**Problem requirements:**
Each of the lines below must be written out exactly as shown.

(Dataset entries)
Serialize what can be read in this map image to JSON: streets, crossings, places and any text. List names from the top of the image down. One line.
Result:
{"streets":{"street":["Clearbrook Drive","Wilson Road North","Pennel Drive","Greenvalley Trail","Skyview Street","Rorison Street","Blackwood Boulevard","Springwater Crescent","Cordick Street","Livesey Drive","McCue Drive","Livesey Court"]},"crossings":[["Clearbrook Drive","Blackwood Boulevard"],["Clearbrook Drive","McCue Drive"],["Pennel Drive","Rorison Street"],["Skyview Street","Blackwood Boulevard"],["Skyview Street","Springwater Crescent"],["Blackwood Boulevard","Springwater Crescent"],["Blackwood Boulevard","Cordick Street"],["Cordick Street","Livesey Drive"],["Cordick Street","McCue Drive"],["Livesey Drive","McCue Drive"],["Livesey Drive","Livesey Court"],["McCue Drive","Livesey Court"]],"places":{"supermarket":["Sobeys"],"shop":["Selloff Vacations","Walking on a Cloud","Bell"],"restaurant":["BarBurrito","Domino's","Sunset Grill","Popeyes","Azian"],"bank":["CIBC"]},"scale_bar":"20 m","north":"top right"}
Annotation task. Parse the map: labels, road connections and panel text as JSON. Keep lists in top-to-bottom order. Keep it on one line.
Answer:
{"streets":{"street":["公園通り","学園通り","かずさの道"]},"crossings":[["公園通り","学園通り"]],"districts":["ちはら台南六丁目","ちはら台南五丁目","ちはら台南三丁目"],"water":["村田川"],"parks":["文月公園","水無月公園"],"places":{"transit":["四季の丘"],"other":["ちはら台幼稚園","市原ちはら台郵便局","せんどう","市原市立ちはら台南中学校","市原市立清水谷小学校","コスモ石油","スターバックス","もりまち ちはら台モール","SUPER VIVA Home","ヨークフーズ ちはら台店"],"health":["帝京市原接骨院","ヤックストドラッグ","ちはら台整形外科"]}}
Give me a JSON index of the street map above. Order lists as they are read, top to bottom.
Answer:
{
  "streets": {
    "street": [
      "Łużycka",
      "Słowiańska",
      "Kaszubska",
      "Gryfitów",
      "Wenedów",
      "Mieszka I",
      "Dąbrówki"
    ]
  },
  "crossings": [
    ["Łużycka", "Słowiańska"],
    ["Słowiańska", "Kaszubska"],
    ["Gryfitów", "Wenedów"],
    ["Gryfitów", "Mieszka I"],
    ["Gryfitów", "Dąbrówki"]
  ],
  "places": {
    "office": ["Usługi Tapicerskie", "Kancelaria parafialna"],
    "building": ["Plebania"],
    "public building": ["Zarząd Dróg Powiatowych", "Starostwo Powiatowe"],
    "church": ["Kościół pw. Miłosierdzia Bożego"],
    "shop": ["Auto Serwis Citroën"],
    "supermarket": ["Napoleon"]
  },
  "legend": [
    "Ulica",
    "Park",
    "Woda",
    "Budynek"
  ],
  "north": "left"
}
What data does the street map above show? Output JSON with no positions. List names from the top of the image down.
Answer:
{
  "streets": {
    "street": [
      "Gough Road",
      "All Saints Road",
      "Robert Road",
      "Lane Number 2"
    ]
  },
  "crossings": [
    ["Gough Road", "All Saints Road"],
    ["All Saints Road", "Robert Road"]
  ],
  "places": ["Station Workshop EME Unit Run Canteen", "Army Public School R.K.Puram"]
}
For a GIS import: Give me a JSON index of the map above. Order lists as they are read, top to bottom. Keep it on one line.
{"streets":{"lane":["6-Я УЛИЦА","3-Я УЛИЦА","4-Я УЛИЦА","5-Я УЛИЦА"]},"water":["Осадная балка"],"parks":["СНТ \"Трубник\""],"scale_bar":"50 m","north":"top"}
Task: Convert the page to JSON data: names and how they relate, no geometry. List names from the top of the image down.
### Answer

**Answer to the problem:**
Serialize what can be read in this map image to JSON: streets, crossings, places and any text. List names from the top of the image down. One line.
Result:
{"streets":{"street":["Clearbrook Drive","Wilson Road North","Pennel Drive","Greenvalley Trail","Skyview Street","Rorison Street","Blackwood Boulevard","Springwater Crescent","Cordick Street","Livesey Drive","McCue Drive","Livesey Court"]},"crossings":[["Clearbrook Drive","Blackwood Boulevard"],["Clearbrook Drive","McCue Drive"],["Pennel Drive","Rorison Street"],["Skyview Street","Blackwood Boulevard"],["Skyview Street","Springwater Crescent"],["Blackwood Boulevard","Springwater Crescent"],["Blackwood Boulevard","Cordick Street"],["Cordick Street","Livesey Drive"],["Cordick Street","McCue Drive"],["Livesey Drive","McCue Drive"],["Livesey Drive","Livesey Court"],["McCue Drive","Livesey Court"]],"places":{"supermarket":["Sobeys"],"shop":["Selloff Vacations","Walking on a Cloud","Bell"],"restaurant":["BarBurrito","Domino's","Sunset Grill","Popeyes","Azian"],"bank":["CIBC"]},"scale_bar":"20 m","north":"top right"}
Annotation task. Parse the map: labels, road connections and panel text as JSON. Keep lists in top-to-bottom order. Keep it on one line.
Answer:
{"streets":{"street":["公園通り","学園通り","かずさの道"]},"crossings":[["公園通り","学園通り"]],"districts":["ちはら台南六丁目","ちはら台南五丁目","ちはら台南三丁目"],"water":["村田川"],"parks":["文月公園","水無月公園"],"places":{"transit":["四季の丘"],"other":["ちはら台幼稚園","市原ちはら台郵便局","せんどう","市原市立ちはら台南中学校","市原市立清水谷小学校","コスモ石油","スターバックス","もりまち ちはら台モール","SUPER VIVA Home","ヨークフーズ ちはら台店"],"health":["帝京市原接骨院","ヤックストドラッグ","ちはら台整形外科"]}}
Give me a JSON index of the street map above. Order lists as they are read, top to bottom.
Answer:
{
  "streets": {
    "street": [
      "Łużycka",
      "Słowiańska",
      "Kaszubska",
      "Gryfitów",
      "Wenedów",
      "Mieszka I",
      "Dąbrówki"
    ]
  },
  "crossings": [
    ["Łużycka", "Słowiańska"],
    ["Słowiańska", "Kaszubska"],
    ["Gryfitów", "Wenedów"],
    ["Gryfitów", "Mieszka I"],
    ["Gryfitów", "Dąbrówki"]
  ],
  "places": {
    "office": ["Usługi Tapicerskie", "Kancelaria parafialna"],
    "building": ["Plebania"],
    "public building": ["Zarząd Dróg Powiatowych", "Starostwo Powiatowe"],
    "church": ["Kościół pw. Miłosierdzia Bożego"],
    "shop": ["Auto Serwis Citroën"],
    "supermarket": ["Napoleon"]
  },
  "legend": [
    "Ulica",
    "Park",
    "Woda",
    "Budynek"
  ],
  "north": "left"
}
What data does the street map above show? Output JSON with no positions. List names from the top of the image down.
Answer:
{
  "streets": {
    "street": [
      "Gough Road",
      "All Saints Road",
      "Robert Road",
      "Lane Number 2"
    ]
  },
  "crossings": [
    ["Gough Road", "All Saints Road"],
    ["All Saints Road", "Robert Road"]
  ],
  "places": ["Station Workshop EME Unit Run Canteen", "Army Public School R.K.Puram"]
}
For a GIS import: Give me a JSON index of the map above. Order lists as they are read, top to bottom. Keep it on one line.
{"streets":{"lane":["6-Я УЛИЦА","3-Я УЛИЦА","4-Я УЛИЦА","5-Я УЛИЦА"]},"water":["Осадная балка"],"parks":["СНТ \"Трубник\""],"scale_bar":"50 m","north":"top"}
Task: Convert the page to JSON data: names and how they relate, no geometry. List names from the top of the image down.
### Answer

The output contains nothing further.